---------- Provided entries
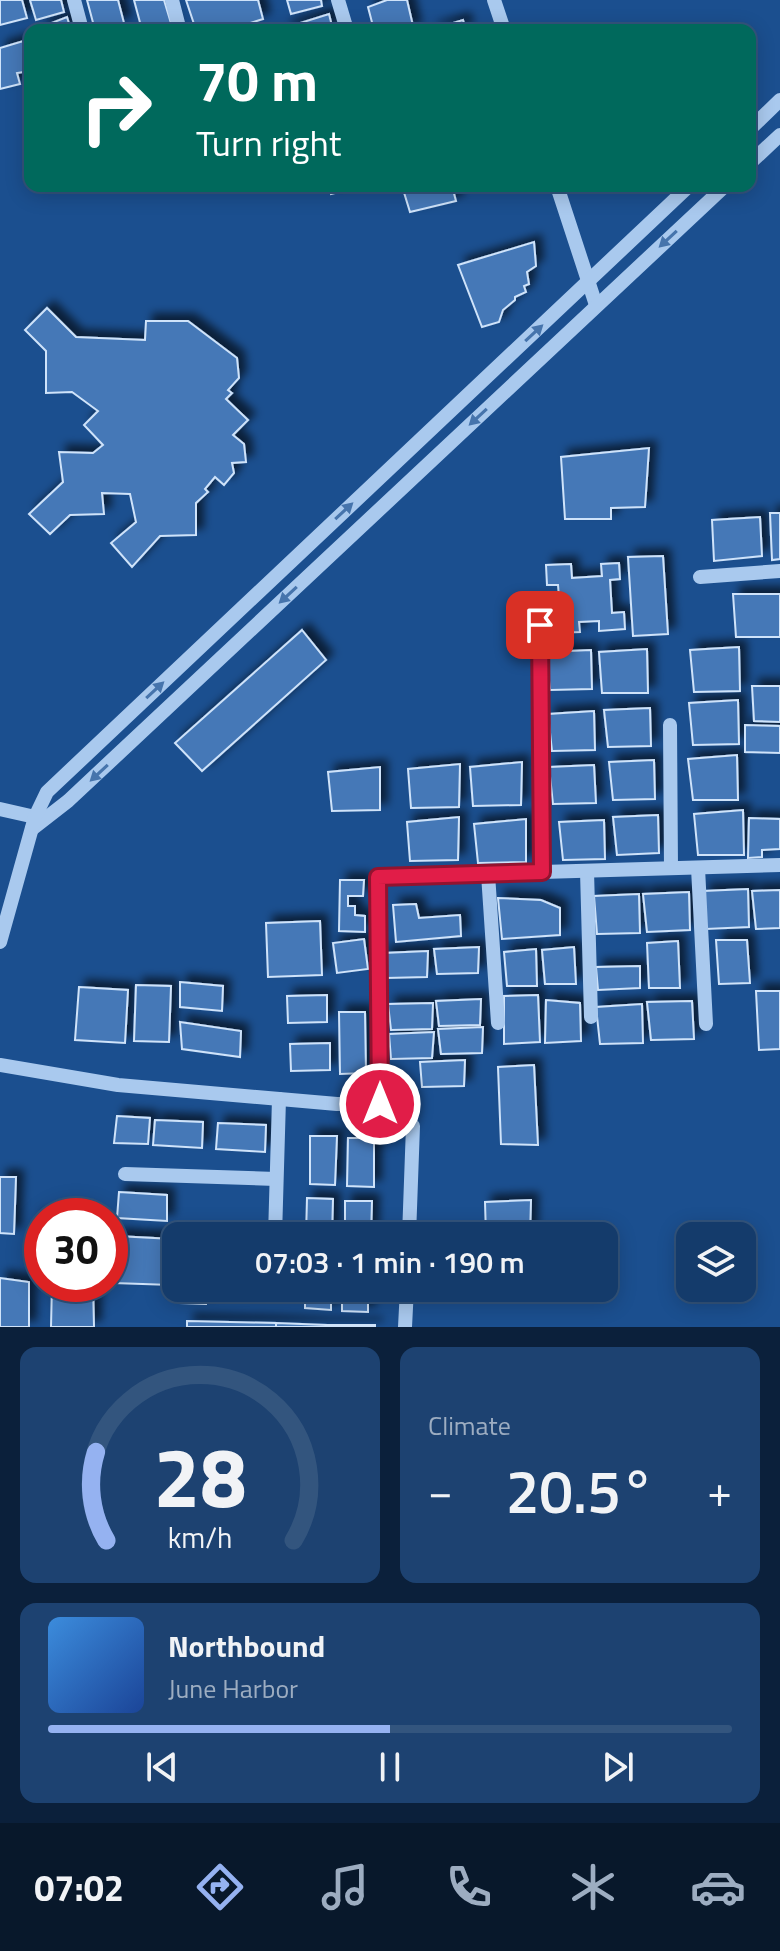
<!DOCTYPE html>
<meta charset="utf-8">
<style>
:root{--surface:#143b6b;--page:#1d4271;--text:#f1f3f6;--muted:#9dadc1;--line:#33557e;--accent:#95b2f1}
body{margin:0;font-family:"Titillium Web",sans-serif;background:var(--page);color:var(--text);height:100vh;display:flex;flex-direction:column;font-size:30px;white-space:nowrap}
*{box-sizing:border-box;margin:0}
p{font-size:26px;color:var(--muted)}
.icon{flex:none;width:44px;height:44px;fill:none;stroke:currentColor;stroke-width:2;stroke-linecap:round;stroke-linejoin:round}
.map{position:relative;height:1327px;overflow:hidden}
.details{display:flex;flex-direction:column;gap:20px;padding:20px;background:#0b203b;flex:1}
.details>*{flex:none}
.top-card{position:absolute;left:24px;top:24px;width:732px;height:168px;border-radius:16px;box-shadow:0 4px 20px #0003,0 0 0 2px var(--line);background:#00695c;color:#fff;overflow:hidden}
.controls{position:absolute;left:676px;top:1222px;display:grid;gap:16px}
.controls a{display:grid;place-items:center;width:80px;height:80px;border-radius:16px;background:var(--surface);box-shadow:0 4px 20px #0003,0 0 0 2px var(--line);font-size:40px}
.speed{position:absolute;left:24px;top:1198px;display:flex;gap:16px;font-size:40px;font-weight:700;text-align:center}
.speed>*{display:grid;place-content:center;width:104px;height:104px;border-radius:50%;background:var(--surface);box-shadow:0 4px 20px #0003,0 0 0 2px var(--line);line-height:1}
.speed .limit{border:12px solid #d22;background:#fff;color:#111}
.pin{position:absolute;display:grid;place-items:center;width:68px;height:68px;color:#fff;margin:-34px;border-radius:16px;box-shadow:0 4px 12px #0006}
.me{position:absolute;width:88px;margin:-44px;rotate:0deg;stroke-linejoin:round;filter:drop-shadow(0 0 6px #0008)}
.turn{display:flex;align-items:center;gap:28px;height:168px;padding:0 40px;font-size:36px}
.turn .icon{width:104px;height:104px;stroke-width:2.5}
.turn b{display:block;font-size:56px;line-height:68px}
.big{font-size:60px;font-weight:600;line-height:1.1}
.details .card{flex:1;display:flex;flex-direction:column;justify-content:center;gap:12px;min-width:0;padding:0 28px;border-radius:16px;background:var(--page)}
.details .dial{align-items:center;gap:0}
.dial svg{height:208px;overflow:visible;fill:none;stroke:var(--line);stroke-width:7;stroke-linecap:round;text-anchor:middle}
.dial text{fill:var(--text);stroke:none}
.song{display:flex;align-items:center;gap:24px}
.cover{width:96px;height:96px;border-radius:12px;background:linear-gradient(135deg,hsl(210 70% 55%),hsl(220 70% 35%))}
.played{height:8px;border-radius:4px;background:linear-gradient(90deg,var(--accent) 50%,var(--line) 50%)}
.keys{display:flex;justify-content:space-around;direction:ltr}
.heat{display:flex;justify-content:space-between;align-items:center;font-size:44px;direction:ltr}
.details .tiles{flex:1;display:grid;gap:20px;grid-template-columns:1fr 1fr}
.card:last-child{grid-column:span 2}
.trip{position:absolute;left:162px;top:1222px;width:456px;height:80px;border-radius:16px;background:var(--surface);box-shadow:0 4px 20px #0003,0 0 0 2px var(--line);font-weight:600;line-height:80px;text-align:center}
.dock{display:flex;height:128px;justify-content:space-around;align-items:center;background:#08182b;color:var(--muted)}
.dock .icon{width:56px;height:56px}
.dock .current{color:var(--accent)}
.dock b{font-size:36px;color:var(--text)}
.map>svg:first-child{display:block}
.building{fill:#4478b7;stroke:#cfe3fa;stroke-width:2;filter:url(#shadow)}
.lines{fill:none;stroke-linecap:round;stroke-linejoin:round}
.minor{stroke:#a9c9ee;stroke-width:14}
.oneway{fill:#4674ac}
.route-casing{stroke:#92132f;stroke-width:20}
.route{stroke:#e11d48;stroke-width:14}
</style>
<div class="map">
<svg width="780" height="1327" viewBox="0 0 780 1327">
<defs>
<filter id="shadow"><feDropShadow dx="7" dy="-7" stdDeviation="4" flood-color="#0009"/></filter>
</defs>
<rect width="100%" height="100%" fill="#1b4f8f"/>
<g class="building">
<polygon points="0,0 22,0 27,18 0,25"/>
<polygon points="30,0 61,0 64,12 36,20"/>
<polygon points="87,0 118,0 124,23 95,30"/>
<polygon points="134,0 164,0 173,30 142,30"/>
<polygon points="186,0 258,0 263,19 228,30 196,30"/>
<polygon points="287,0 321,0 322,6 291,14"/>
<polygon points="387,0 407,0 414,30 374,30 368,7"/>
<polygon points="329,14 333,30 285,30 284,28"/>
<polygon points="67,17 71,30 42,30 41,27"/>
<polygon points="463,20 466,30 430,30"/>
<polygon points="30,39 30,71 17,73 20,84 0,89 0,48"/>
<polygon points="329,186 363,186 331,194"/>
<polygon points="402,186 452,186 456,201 410,212"/>
<polygon points="467,186 494,186 468,192"/>
<polygon points="534,242 536,266 527,272 529,284 524,286 526,292 515,297 515,300 503,310 499,322 482,327 458,265"/>
<polygon points="47,308 76,337 145,340 146,321 188,321 237,358 239,378 228,390 232,393 226,399 248,420 233,435 244,444 246,462 232,463 234,473 224,485 215,477 205,489 208,492 196,503 196,535 160,536 132,567 111,543 136,522 130,494 102,493 104,514 70,515 50,534 29,514 63,482 59,452 93,453 103,445 84,425 98,411 72,392 46,393 46,351 25,330"/>
<polygon points="649,448 645,507 611,508 611,519 565,519 561,457"/>
<polygon points="770,513 780,513 780,559 772,560"/>
<polygon points="760,517 762,556 714,561 712,520"/>
<polygon points="663,556 668,634 633,636 628,557"/>
<polygon points="619,563 620,579 610,580 612,613 624,612 625,629 599,631 599,621 579,622 580,632 551,633 550,612 560,611 558,585 547,585 546,565 571,564 572,578 602,576 601,564"/>
<polygon points="733,594 780,594 780,637 736,637"/>
<polygon points="302,630 326,660 202,771 175,743"/>
<polygon points="739,647 740,691 694,692 690,650"/>
<polygon points="647,649 648,693 602,693 599,652"/>
<polygon points="591,650 592,689 550,690 546,652"/>
<polygon points="752,686 780,686 780,722 754,721"/>
<polygon points="738,700 739,744 693,745 689,703"/>
<polygon points="650,708 651,746 608,747 604,710"/>
<polygon points="594,711 595,750 552,751 548,714"/>
<polygon points="745,725 780,726 780,753 745,752"/>
<polygon points="737,755 738,800 693,800 688,759"/>
<polygon points="654,760 655,799 613,800 609,762"/>
<polygon points="522,762 521,805 473,806 470,767"/>
<polygon points="460,764 459,807 411,808 408,769"/>
<polygon points="594,765 596,803 553,804 549,767"/>
<polygon points="380,767 380,810 332,811 328,772"/>
<polygon points="743,810 744,855 698,855 694,814"/>
<polygon points="658,815 659,853 617,855 613,817"/>
<polygon points="459,817 458,860 410,861 407,822"/>
<polygon points="749,818 780,819 780,849 762,850 762,857 748,858"/>
<polygon points="526,819 526,862 478,863 474,824"/>
<polygon points="604,820 605,859 563,860 559,822"/>
<polygon points="340,880 364,880 363,896 348,896 348,906 355,906 355,915 365,916 365,932 339,931"/>
<polygon points="748,889 749,927 706,929 703,891"/>
<polygon points="780,890 780,928 756,929 752,891"/>
<polygon points="689,892 690,930 647,932 643,894"/>
<polygon points="639,894 640,933 597,934 594,896"/>
<polygon points="498,898 541,900 560,908 560,935 502,939"/>
<polygon points="416,904 419,918 460,915 461,936 396,942 393,905"/>
<polygon points="320,921 322,975 268,977 266,923"/>
<polygon points="364,939 368,969 337,973 333,943"/>
<polygon points="716,940 747,940 750,983 719,984"/>
<polygon points="678,941 680,988 649,988 647,943"/>
<polygon points="479,947 478,973 437,974 434,949"/>
<polygon points="574,947 576,984 545,984 542,950"/>
<polygon points="536,949 537,986 507,986 504,952"/>
<polygon points="428,951 427,977 386,978 383,953"/>
<polygon points="640,966 640,988 598,990 596,967"/>
<polygon points="180,982 223,986 222,1011 180,1007"/>
<polygon points="136,985 171,986 169,1042 134,1041"/>
<polygon points="79,987 128,990 125,1043 75,1040"/>
<polygon points="756,991 780,991 780,1049 759,1050"/>
<polygon points="327,995 327,1022 288,1023 287,996"/>
<polygon points="538,995 540,1042 504,1044 504,996"/>
<polygon points="481,999 480,1025 439,1026 436,1001"/>
<polygon points="546,1000 580,1003 581,1041 545,1043"/>
<polygon points="692,1001 694,1039 651,1040 647,1002"/>
<polygon points="433,1003 432,1029 391,1030 388,1004"/>
<polygon points="642,1004 643,1043 600,1044 596,1007"/>
<polygon points="339,1012 365,1012 366,1073 340,1074"/>
<polygon points="180,1022 241,1031 240,1057 182,1049"/>
<polygon points="483,1027 482,1053 441,1054 438,1029"/>
<polygon points="434,1032 432,1058 391,1059 389,1034"/>
<polygon points="330,1043 330,1070 291,1071 290,1044"/>
<polygon points="465,1060 464,1086 422,1087 420,1062"/>
<polygon points="534,1065 538,1145 501,1144 498,1067"/>
<polygon points="117,1116 150,1118 148,1144 114,1143"/>
<polygon points="155,1120 203,1122 202,1148 153,1145"/>
<polygon points="218,1123 266,1125 265,1152 216,1149"/>
<polygon points="310,1136 337,1136 335,1185 310,1184"/>
<polygon points="348,1138 374,1138 374,1187 347,1186"/>
<polygon points="0,1177 16,1177 14,1234 0,1233"/>
<polygon points="119,1192 167,1195 167,1221 117,1218"/>
<polygon points="307,1198 333,1199 332,1236 306,1236"/>
<polygon points="531,1200 530,1236 486,1236 485,1202"/>
<polygon points="345,1201 372,1201 371,1236 345,1236"/>
<polygon points="37,1218 42,1218 42,1249 36,1248"/>
<polygon points="116,1236 173,1239 171,1285 114,1283"/>
<polygon points="0,1278 29,1282 29,1327 0,1327"/>
<polygon points="52,1284 93,1284 94,1327 51,1327"/>
<polygon points="180,1288 207,1288 206,1304 180,1303"/>
<polygon points="217,1288 243,1288 243,1299 217,1298"/>
<polygon points="305,1288 331,1288 331,1310 305,1308"/>
<polygon points="342,1288 368,1288 368,1312 342,1311"/>
<polygon points="187,1321 276,1323 276,1327 187,1327"/>
<polygon points="276,1323 326,1325 326,1327 276,1327"/>
<rect x="326" y="1325" width="49" height="2"/>
</g>
<g class="lines">
<g class="minor">
<polyline points="74,0 81,26"/>
<polyline points="172,0 179,27"/>
<polyline points="338,0 347,30"/>
<polyline points="494,0 504,30"/>
<polyline points="750,129 780,100"/>
<polyline points="750,163 780,135"/>
<polyline points="557,186 596,305"/>
<polyline points="700,577 780,571"/>
<polyline points="540,625 542,872"/>
<polyline points="670,725 671,868"/>
<polyline points="0,809 35,817"/>
<polyline points="32,829 68,801 725,186"/>
<polyline points="698,868 706,1024"/>
<polyline points="587,871 591,1017"/>
<polyline points="488,874 498,1023"/>
<polyline points="0,942 35,817 47,792 689,186"/>
<polyline points="0,1065 118,1085 337,1104 380,1104 399,1112 413,1126 409,1236"/>
<polyline points="380,1104 378,877 780,865"/>
<polyline points="125,1174 276,1179"/>
<polyline points="275,1236 279,1099"/>
<polyline points="405,1327 407,1288"/>
</g>
</g>
<defs><path id="oneway-solid" d="M-6-.8H1V-3.2L6.5 0L1 3.2V.8H-6Z" transform="scale(2)"/></defs>
<g class="oneway">
<use href="#oneway-solid" transform="translate(668 239) rotate(137)"/>
<use href="#oneway-solid" transform="translate(534 333) rotate(-43)"/>
<use href="#oneway-solid" transform="translate(478 417) rotate(137)"/>
<use href="#oneway-solid" transform="translate(344 511) rotate(-43)"/>
<use href="#oneway-solid" transform="translate(288 595) rotate(137)"/>
<use href="#oneway-solid" transform="translate(155 690) rotate(-43)"/>
<use href="#oneway-solid" transform="translate(99 773) rotate(137)"/>
</g>
<g class="lines">
<g class="route-casing">
<polyline id="route" points="380,1104 378,877 542,872 540,625"/>
</g>
<use href="#route" class="route"/>
</g>
</svg>
<div class="controls">
<a><svg class="icon" aria-label="layers" viewBox="0 0 24 24"><path d="M12 4l9 5-9 5-9-5zM3 14l9 5 9-5"/></svg></a>
</div>
<div class="speed"><div class="limit">30</div></div>
<div class="pin" style="left:540px;top:625px;background:#d93025"><svg class="icon" aria-label="arrive" viewBox="0 0 24 24"><path d="M6 21V4h12l-3 4 3 4H6"/></svg></div>
<svg class="me" style="left:380px;top:1104px" viewBox="-20 -20 40 40"><circle r="17" fill="#e11d48" stroke="#fff" stroke-width="3"/><path d="M0-11L8 9 0 5-8 9z" fill="#fff"/></svg>
<div class="trip">07:03 · 1 min · 190 m</div>
<div class="top-card">
<div class="turn"><svg class="icon" aria-label="right" viewBox="0 0 24 24"><path d="M7 20v-9h11M14 6l5 5-5 5"/></svg><div><b>70 m</b>Turn right</div></div>
</div>
</div>
<section class="details">
<div class="tiles">
<div class="card dial"><svg viewBox="0 0 100 80">
<path d="M14 69A42 42 0 1 1 86 69"/>
<path d="M14 69A42 42 0 0 1 10 35" stroke="#95b2f1"/>
<text x="50" y="56" font-size="32" font-weight="700">28</text>
<text x="50" y="72" font-size="11">km/h</text>
</svg></div>
<div class="card"><p>Climate</p>
<div class="heat"><a>−</a><b class="big">20.5°</b><a>+</a></div>
</div>
<div class="card">
<div class="song"><i class="cover"></i><div><b>Northbound</b><p>June Harbor</p></div></div>
<div class="played"></div>
<div class="keys"><svg class="icon" aria-label="previous" viewBox="0 0 24 24"><path d="M18 5L8 12l10 7zM5 5v14"/></svg><svg class="icon" aria-label="pause" viewBox="0 0 24 24"><path d="M8 5v14M16 5v14"/></svg><svg class="icon" aria-label="next" viewBox="0 0 24 24"><path d="M6 5l10 7-10 7zM19 5v14"/></svg></div>
</div>
</div>
</section>
<nav class="dock">
<b>07:02</b>
<svg class="icon current" aria-label="directions" viewBox="0 0 24 24"><path d="M12 3l9 9-9 9-9-9zM9 14v-3h6M13 9l2 2-2 2"/></svg>
<svg class="icon" aria-label="music" viewBox="0 0 24 24"><path d="M9 18V5l10-2v13"/><circle cx="6" cy="18" r="3"/><circle cx="16" cy="16" r="3"/></svg>
<svg class="icon" aria-label="phone" viewBox="0 0 24 24"><path d="M5 4h4l2 5-3 2q2 4 5 5l2-3 5 2v4C11 20 4 13 5 4z"/></svg>
<svg class="icon" aria-label="climate" viewBox="0 0 24 24"><path d="M12 3v18M4 7l16 10M4 17L20 7"/></svg>
<svg class="icon" aria-label="car" viewBox="0 0 24 24"><path d="M5 17H2v-5l4-1 3-4h7l3 4 3 1v5h-3M9 17h6M6 11h13"/><circle cx="7" cy="17" r="2"/><circle cx="17" cy="17" r="2"/></svg>
</nav>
--------------------
* What you should do *
All lines of the entries above where "circle" turns up should be reported.

* Task output *
<svg class="me" style="left:380px;top:1104px" viewBox="-20 -20 40 40"><circle r="17" fill="#e11d48" stroke="#fff" stroke-width="3"/><path d="M0-11L8 9 0 5-8 9z" fill="#fff"/></svg>
<svg class="icon" aria-label="music" viewBox="0 0 24 24"><path d="M9 18V5l10-2v13"/><circle cx="6" cy="18" r="3"/><circle cx="16" cy="16" r="3"/></svg>
<svg class="icon" aria-label="car" viewBox="0 0 24 24"><path d="M5 17H2v-5l4-1 3-4h7l3 4 3 1v5h-3M9 17h6M6 11h13"/><circle cx="7" cy="17" r="2"/><circle cx="17" cy="17" r="2"/></svg>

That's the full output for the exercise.